[Dataset records]
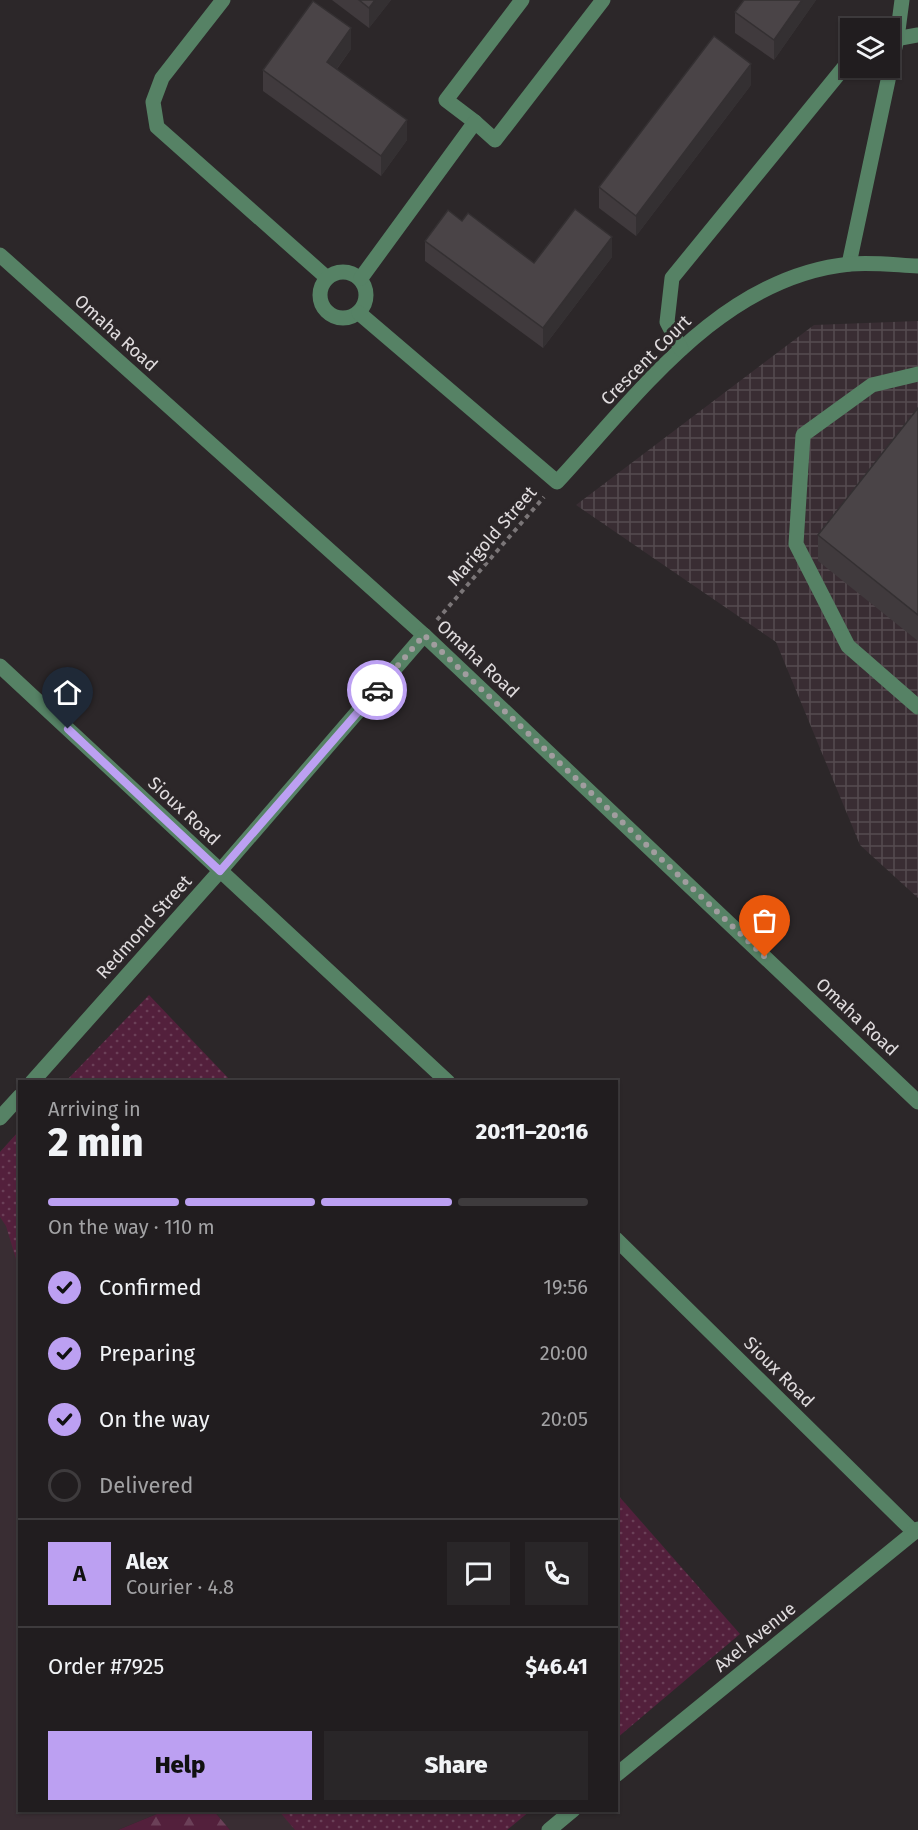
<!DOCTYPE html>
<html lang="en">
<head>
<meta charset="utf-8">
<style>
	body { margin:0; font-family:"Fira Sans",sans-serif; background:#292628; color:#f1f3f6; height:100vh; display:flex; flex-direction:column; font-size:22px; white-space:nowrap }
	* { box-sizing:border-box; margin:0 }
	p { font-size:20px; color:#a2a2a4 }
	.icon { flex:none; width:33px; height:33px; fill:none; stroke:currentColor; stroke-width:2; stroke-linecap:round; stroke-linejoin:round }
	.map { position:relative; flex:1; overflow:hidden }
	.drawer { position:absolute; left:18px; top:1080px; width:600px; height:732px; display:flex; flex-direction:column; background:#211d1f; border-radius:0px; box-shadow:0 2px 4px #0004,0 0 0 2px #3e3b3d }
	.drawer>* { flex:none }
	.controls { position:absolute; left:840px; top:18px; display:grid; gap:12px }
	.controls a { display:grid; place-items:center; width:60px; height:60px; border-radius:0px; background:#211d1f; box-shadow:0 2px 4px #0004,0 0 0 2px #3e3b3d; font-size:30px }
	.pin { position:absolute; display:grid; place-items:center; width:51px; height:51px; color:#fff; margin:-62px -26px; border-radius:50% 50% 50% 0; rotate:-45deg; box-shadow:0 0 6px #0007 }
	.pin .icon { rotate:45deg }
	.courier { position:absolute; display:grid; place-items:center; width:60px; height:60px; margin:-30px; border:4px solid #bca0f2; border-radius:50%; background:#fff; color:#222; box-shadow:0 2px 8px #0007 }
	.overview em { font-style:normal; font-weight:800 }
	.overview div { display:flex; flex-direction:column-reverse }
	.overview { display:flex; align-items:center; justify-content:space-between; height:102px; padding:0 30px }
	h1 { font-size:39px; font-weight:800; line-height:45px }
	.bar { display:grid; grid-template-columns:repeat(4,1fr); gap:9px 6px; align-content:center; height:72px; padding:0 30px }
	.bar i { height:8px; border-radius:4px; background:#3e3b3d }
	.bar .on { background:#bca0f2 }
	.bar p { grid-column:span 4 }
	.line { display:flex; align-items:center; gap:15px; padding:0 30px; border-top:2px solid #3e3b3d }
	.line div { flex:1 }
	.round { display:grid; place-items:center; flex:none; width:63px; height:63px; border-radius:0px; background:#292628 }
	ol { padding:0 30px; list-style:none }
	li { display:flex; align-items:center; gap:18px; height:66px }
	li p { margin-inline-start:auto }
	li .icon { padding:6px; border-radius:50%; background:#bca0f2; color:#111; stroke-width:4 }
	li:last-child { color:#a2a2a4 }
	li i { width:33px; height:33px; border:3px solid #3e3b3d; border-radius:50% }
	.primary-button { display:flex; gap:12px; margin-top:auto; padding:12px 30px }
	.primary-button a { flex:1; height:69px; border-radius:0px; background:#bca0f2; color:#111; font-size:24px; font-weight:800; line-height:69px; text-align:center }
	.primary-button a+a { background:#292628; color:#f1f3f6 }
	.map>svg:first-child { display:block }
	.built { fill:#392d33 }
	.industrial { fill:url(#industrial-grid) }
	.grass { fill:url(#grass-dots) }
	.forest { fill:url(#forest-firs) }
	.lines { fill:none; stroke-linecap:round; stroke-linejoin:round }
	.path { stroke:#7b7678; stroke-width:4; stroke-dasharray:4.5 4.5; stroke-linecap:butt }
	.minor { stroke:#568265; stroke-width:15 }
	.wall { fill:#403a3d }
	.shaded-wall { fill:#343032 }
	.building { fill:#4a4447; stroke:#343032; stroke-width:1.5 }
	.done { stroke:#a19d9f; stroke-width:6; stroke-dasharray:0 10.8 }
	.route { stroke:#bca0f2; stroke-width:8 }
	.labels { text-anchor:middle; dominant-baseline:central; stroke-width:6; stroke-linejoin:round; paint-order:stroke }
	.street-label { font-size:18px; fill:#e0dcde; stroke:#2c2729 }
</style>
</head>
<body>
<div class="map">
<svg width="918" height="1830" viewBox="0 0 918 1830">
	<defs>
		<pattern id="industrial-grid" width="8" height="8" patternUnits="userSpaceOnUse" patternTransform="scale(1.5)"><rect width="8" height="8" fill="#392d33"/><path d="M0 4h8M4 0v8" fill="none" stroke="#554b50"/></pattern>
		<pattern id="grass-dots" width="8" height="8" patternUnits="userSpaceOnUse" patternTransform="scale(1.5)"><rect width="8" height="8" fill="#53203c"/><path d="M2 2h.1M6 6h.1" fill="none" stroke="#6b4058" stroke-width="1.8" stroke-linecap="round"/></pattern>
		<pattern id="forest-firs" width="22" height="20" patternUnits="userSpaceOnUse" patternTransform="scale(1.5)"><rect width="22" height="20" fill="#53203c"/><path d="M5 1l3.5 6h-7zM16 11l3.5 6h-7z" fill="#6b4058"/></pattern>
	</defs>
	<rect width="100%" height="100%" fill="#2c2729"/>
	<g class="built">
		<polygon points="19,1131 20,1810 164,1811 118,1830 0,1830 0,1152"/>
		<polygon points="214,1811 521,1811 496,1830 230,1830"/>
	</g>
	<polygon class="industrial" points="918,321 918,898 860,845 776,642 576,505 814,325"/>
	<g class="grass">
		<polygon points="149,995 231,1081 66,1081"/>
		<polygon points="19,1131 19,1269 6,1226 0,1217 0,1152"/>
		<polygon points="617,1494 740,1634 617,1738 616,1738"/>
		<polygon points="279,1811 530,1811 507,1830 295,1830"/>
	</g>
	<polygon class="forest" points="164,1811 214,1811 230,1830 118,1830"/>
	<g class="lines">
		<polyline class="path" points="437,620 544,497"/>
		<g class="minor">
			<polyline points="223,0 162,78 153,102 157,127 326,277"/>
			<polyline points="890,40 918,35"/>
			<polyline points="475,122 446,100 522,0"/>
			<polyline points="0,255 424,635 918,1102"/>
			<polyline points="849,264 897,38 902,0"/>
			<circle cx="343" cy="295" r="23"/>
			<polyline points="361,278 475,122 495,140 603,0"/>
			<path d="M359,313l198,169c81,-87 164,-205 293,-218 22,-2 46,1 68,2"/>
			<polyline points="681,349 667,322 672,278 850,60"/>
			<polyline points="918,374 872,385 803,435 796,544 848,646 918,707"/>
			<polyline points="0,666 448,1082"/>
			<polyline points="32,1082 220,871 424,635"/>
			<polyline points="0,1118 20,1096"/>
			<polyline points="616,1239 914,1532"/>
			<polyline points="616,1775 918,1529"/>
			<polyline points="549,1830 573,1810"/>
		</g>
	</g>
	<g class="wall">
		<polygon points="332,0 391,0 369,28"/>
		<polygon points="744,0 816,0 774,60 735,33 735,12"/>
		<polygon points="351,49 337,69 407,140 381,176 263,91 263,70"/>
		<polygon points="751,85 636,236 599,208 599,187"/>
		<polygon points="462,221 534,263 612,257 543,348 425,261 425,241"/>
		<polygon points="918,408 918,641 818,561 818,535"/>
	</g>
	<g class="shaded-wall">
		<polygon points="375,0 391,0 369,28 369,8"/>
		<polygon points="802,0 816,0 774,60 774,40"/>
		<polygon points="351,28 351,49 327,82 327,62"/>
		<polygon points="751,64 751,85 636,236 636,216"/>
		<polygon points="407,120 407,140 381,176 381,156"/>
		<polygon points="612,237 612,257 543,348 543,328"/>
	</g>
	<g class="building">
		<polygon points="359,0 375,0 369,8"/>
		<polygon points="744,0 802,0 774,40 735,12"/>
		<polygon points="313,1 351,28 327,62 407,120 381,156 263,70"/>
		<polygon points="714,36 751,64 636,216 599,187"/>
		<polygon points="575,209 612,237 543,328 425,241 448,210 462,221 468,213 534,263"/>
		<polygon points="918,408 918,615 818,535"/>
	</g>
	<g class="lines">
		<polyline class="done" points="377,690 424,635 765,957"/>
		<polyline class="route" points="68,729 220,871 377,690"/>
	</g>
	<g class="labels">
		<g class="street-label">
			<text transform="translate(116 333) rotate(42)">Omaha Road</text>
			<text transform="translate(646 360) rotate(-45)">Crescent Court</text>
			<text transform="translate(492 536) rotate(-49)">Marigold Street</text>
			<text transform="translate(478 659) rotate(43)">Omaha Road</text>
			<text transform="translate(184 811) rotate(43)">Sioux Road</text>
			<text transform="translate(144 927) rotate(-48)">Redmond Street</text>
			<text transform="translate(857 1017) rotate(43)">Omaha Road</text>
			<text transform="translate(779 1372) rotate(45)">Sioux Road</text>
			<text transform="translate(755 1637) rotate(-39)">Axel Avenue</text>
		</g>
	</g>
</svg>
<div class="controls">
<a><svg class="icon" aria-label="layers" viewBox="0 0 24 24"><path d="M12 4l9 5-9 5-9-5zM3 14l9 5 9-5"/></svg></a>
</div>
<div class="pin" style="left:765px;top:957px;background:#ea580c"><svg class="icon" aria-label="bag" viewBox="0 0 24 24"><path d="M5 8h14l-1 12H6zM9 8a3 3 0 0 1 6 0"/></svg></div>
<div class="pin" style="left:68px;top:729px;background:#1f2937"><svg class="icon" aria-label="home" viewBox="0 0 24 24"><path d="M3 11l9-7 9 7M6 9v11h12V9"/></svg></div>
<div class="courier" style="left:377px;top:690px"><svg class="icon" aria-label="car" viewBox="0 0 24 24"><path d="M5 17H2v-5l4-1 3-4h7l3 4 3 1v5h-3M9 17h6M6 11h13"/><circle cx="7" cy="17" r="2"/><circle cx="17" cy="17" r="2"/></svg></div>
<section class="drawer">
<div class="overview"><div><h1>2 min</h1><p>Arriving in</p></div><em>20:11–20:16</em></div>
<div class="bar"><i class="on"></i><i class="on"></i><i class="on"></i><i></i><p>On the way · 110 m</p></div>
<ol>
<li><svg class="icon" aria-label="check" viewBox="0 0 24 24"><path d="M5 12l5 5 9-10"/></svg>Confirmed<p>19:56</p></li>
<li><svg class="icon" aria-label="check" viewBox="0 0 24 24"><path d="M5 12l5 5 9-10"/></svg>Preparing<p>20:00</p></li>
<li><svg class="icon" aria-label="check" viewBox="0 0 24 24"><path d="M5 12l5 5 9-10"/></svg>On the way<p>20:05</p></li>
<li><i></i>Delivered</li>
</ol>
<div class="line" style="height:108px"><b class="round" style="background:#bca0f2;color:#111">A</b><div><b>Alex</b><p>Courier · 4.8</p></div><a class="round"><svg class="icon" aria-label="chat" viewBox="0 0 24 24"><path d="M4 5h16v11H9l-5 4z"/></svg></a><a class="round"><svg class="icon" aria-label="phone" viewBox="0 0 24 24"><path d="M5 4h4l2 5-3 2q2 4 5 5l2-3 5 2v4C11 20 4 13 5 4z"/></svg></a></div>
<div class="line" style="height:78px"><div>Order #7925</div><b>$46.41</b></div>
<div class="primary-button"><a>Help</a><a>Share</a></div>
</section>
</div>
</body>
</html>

### Problem
Every line that contains the string "controls" should be copied from the records.

### Response to the exercise
	.controls { position:absolute; left:840px; top:18px; display:grid; gap:12px }
	.controls a { display:grid; place-items:center; width:60px; height:60px; border-radius:0px; background:#211d1f; box-shadow:0 2px 4px #0004,0 0 0 2px #3e3b3d; font-size:30px }
<div class="controls">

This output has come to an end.